■ **Work instruction**
Which of the lines in the data below contain the string "compass"? Copy each of them.

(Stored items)

* * *

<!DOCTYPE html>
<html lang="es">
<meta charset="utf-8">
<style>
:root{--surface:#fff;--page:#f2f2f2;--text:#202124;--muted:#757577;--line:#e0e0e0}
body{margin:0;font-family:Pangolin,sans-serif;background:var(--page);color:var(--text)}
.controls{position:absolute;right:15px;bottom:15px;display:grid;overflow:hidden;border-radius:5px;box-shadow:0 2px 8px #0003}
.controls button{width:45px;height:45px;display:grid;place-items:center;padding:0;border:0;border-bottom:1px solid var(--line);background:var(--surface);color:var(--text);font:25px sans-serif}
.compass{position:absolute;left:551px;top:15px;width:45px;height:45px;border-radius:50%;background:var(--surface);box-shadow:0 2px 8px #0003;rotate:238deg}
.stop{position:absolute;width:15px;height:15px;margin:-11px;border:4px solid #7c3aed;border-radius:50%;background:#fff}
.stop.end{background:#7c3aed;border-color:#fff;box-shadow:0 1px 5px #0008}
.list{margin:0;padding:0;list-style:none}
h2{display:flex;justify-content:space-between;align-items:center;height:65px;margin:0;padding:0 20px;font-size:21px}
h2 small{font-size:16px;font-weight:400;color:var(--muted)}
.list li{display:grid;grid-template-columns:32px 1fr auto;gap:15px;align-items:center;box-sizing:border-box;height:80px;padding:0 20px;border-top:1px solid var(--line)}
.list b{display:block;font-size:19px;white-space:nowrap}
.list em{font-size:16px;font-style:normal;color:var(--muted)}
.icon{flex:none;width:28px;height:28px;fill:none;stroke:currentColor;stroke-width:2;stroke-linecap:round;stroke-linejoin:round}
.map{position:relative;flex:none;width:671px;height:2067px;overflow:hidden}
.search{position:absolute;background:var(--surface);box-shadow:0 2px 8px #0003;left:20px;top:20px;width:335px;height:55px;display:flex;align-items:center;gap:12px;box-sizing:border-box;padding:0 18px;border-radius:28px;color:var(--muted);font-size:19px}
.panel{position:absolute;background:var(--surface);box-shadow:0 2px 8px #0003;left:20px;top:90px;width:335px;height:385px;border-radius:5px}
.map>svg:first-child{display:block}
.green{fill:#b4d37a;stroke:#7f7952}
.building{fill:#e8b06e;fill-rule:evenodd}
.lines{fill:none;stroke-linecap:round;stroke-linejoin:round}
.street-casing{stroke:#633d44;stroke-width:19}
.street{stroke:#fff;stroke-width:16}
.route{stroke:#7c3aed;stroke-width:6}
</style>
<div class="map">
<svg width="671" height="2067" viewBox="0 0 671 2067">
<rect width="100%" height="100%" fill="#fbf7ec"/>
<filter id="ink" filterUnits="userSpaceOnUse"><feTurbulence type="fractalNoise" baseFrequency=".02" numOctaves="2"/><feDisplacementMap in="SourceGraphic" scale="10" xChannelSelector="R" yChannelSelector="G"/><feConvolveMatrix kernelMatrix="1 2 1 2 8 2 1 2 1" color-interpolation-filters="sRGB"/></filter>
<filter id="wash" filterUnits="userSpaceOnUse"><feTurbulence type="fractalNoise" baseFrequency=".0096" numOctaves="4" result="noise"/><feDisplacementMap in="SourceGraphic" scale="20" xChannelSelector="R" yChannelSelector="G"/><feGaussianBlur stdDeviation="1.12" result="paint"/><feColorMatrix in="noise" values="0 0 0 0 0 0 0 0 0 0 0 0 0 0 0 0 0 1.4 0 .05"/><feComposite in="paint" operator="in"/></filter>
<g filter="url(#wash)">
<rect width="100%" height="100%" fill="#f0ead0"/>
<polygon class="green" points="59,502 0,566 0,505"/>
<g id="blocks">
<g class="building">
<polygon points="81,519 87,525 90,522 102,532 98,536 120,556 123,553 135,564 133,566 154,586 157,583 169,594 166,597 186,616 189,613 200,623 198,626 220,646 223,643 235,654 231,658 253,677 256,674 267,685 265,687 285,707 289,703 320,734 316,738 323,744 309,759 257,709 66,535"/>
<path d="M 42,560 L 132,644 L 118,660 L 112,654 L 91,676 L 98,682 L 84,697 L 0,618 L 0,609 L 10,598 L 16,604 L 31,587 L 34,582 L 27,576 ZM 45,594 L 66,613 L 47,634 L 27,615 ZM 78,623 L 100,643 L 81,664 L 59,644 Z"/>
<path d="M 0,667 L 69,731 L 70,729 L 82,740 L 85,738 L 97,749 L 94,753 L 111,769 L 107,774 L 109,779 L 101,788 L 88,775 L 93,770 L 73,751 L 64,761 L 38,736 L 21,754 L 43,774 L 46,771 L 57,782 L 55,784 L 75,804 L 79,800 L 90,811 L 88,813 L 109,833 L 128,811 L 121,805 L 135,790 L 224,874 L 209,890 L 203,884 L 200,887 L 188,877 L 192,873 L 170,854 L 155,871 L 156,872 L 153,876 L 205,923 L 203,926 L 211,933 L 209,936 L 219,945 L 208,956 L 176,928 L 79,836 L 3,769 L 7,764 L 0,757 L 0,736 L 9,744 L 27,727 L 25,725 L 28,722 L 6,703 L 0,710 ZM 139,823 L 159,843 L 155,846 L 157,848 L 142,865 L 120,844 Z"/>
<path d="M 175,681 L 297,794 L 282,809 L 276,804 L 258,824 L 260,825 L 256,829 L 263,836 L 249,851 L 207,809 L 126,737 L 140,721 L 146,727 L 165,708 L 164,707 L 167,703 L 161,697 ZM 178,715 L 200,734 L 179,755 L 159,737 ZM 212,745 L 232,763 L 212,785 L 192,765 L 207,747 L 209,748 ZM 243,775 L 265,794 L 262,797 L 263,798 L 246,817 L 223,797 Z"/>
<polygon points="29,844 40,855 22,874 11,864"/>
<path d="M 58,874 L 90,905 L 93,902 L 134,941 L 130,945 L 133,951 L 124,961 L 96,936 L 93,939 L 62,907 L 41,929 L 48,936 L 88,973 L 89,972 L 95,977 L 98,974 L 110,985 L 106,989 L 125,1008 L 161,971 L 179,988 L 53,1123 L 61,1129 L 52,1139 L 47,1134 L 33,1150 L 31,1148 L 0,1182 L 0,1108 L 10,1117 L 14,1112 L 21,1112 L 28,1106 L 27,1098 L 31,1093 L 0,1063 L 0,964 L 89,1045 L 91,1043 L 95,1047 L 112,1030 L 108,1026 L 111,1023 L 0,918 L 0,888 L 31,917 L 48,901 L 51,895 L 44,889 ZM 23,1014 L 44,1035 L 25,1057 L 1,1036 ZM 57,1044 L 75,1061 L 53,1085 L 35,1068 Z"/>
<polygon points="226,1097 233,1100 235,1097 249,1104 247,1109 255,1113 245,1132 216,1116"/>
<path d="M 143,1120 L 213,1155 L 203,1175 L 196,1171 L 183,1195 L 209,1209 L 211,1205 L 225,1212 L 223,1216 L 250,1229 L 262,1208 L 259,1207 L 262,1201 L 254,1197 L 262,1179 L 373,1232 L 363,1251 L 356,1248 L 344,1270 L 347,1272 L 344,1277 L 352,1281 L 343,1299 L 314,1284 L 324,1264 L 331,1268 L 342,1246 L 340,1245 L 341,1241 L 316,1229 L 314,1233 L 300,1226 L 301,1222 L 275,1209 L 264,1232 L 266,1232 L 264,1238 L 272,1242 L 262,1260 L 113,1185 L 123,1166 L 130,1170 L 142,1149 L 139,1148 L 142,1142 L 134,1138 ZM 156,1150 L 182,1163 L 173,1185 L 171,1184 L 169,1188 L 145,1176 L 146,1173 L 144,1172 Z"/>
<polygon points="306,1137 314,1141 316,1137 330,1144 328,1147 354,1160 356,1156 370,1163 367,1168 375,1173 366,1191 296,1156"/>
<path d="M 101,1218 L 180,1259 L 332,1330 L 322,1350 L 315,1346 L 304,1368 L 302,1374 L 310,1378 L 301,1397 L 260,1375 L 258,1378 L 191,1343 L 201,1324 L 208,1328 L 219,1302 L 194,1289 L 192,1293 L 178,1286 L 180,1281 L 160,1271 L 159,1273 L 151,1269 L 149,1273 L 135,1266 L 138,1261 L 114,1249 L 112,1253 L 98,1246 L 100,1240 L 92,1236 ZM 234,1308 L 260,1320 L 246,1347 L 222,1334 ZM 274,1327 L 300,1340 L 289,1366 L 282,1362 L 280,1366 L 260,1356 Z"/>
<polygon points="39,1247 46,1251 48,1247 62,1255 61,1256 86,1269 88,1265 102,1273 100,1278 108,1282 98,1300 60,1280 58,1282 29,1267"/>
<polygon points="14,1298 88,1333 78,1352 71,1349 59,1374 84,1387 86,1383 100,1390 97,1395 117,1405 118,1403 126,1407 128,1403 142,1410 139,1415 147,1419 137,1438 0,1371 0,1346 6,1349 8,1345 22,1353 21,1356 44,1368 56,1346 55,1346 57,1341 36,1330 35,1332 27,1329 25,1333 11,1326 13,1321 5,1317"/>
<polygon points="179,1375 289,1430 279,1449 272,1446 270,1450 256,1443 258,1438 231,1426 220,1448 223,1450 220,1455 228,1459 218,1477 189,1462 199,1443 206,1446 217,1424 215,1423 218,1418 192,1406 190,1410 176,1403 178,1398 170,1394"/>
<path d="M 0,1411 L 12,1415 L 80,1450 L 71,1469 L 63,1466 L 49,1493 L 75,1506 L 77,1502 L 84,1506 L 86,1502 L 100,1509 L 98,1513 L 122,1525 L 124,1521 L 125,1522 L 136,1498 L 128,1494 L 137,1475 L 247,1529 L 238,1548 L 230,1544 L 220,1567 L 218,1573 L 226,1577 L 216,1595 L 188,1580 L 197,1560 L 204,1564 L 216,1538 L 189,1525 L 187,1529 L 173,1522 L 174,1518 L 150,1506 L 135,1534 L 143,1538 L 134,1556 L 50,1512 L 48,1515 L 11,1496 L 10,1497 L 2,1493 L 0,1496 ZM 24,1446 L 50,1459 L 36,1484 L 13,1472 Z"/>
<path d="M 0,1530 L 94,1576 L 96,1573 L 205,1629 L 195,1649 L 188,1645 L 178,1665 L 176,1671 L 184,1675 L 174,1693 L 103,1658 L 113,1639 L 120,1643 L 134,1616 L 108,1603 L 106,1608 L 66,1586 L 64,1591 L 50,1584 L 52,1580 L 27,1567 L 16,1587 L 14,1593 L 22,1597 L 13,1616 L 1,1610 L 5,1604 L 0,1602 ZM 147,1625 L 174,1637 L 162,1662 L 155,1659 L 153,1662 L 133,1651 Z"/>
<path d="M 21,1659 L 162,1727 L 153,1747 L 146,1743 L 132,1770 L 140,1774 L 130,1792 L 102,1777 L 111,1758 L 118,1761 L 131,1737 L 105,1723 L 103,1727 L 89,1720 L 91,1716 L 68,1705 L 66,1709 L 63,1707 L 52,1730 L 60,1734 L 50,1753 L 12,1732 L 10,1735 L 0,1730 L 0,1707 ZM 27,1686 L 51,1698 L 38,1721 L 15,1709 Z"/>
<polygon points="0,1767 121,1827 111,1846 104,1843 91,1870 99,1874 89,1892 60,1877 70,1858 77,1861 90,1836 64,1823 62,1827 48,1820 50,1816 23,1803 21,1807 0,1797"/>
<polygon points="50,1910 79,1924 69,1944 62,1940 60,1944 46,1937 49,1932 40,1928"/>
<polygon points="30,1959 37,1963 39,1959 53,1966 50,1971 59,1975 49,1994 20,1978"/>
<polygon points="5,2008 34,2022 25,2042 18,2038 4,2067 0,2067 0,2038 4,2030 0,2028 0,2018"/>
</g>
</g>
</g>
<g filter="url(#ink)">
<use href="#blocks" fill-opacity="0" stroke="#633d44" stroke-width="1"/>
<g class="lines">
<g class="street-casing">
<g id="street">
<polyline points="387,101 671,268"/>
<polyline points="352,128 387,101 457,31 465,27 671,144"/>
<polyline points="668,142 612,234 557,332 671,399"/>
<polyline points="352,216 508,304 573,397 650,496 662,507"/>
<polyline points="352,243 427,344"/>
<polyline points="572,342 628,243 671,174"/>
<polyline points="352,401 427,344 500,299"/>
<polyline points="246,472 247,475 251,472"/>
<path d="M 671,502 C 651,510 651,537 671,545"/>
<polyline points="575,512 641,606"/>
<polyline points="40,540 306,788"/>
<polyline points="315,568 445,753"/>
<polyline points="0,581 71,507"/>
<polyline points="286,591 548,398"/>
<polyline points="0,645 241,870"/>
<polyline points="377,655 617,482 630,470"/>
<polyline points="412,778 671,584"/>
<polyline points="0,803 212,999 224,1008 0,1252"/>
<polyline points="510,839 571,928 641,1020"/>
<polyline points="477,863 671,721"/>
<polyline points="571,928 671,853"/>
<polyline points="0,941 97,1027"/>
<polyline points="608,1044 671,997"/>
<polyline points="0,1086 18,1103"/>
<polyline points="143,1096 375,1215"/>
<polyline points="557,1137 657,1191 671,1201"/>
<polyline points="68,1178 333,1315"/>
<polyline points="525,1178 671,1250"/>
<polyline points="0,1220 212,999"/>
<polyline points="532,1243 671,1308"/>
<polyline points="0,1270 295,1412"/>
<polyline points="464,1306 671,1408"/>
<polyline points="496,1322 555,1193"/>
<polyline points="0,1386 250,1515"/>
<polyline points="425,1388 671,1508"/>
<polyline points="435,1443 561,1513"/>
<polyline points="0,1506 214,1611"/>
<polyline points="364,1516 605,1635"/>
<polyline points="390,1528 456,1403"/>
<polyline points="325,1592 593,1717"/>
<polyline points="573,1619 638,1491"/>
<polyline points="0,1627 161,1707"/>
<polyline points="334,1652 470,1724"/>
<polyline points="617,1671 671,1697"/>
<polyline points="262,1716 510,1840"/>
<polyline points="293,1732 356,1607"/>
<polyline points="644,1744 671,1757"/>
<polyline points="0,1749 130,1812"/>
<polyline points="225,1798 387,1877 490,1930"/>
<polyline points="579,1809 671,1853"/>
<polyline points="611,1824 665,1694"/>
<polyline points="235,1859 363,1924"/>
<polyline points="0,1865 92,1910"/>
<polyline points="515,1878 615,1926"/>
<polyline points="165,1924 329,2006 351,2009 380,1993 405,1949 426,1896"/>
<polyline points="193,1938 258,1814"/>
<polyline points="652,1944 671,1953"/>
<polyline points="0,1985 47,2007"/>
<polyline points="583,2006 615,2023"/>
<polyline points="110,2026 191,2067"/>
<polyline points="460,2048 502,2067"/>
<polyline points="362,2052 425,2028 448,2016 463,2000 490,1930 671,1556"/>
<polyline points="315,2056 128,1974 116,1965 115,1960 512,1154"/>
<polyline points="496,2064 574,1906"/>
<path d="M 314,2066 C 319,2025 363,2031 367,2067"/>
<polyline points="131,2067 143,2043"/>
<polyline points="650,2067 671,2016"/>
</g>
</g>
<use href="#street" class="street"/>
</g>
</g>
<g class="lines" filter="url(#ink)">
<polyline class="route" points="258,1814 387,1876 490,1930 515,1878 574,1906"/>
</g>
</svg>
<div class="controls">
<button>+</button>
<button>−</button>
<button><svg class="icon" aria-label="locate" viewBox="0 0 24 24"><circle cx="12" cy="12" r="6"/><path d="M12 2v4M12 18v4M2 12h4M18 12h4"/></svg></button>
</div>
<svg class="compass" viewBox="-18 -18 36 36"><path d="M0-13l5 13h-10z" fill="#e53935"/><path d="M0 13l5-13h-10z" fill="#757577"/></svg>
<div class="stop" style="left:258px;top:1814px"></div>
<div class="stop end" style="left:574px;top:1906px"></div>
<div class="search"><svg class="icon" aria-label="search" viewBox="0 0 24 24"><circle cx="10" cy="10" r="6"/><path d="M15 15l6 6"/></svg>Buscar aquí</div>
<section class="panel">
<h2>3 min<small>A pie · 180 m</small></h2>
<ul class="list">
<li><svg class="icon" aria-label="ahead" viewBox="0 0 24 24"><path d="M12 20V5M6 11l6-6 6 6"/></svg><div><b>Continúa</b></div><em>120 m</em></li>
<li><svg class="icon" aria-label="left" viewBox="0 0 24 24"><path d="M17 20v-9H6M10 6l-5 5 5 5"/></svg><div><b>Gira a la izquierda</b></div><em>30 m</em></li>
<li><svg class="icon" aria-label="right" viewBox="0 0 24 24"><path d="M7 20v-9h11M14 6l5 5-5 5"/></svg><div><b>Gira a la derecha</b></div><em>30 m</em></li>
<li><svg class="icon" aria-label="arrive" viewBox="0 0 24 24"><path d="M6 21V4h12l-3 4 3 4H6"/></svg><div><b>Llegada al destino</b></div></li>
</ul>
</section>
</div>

* * *

■ **Task output**
.compass{position:absolute;left:551px;top:15px;width:45px;height:45px;border-radius:50%;background:var(--surface);box-shadow:0 2px 8px #0003;rotate:238deg}
<svg class="compass" viewBox="-18 -18 36 36"><path d="M0-13l5 13h-10z" fill="#e53935"/><path d="M0 13l5-13h-10z" fill="#757577"/></svg>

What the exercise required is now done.